▸ **WORK ITEM**:
Only the lines from the one with "Map reading. What" to the end of the data below should be returned, each exactly as it stands.

DATASET: Begin

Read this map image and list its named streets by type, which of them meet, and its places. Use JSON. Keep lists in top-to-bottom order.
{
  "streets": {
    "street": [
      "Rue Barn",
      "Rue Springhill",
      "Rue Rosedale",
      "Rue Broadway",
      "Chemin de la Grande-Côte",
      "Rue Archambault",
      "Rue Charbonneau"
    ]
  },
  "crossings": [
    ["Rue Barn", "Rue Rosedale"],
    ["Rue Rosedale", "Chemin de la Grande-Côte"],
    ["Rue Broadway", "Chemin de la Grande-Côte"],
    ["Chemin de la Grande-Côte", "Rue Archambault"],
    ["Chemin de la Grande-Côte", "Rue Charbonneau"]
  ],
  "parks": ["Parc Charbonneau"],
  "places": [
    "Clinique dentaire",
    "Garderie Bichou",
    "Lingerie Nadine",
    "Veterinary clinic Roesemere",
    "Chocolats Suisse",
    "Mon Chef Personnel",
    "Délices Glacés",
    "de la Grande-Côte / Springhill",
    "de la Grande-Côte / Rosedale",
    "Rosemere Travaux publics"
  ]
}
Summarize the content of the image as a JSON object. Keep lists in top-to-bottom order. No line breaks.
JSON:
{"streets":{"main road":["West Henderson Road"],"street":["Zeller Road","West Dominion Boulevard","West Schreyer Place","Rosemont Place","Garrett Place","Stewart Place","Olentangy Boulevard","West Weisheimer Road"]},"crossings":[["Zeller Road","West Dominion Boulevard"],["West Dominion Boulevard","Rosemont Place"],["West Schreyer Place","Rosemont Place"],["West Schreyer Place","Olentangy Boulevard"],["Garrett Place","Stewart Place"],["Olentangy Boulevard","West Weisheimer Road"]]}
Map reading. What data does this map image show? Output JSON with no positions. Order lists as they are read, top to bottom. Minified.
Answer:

DATASET: End

▸ **FINISHED EXERCISE**:
Map reading. What data does this map image show? Output JSON with no positions. Order lists as they are read, top to bottom. Minified.
Answer:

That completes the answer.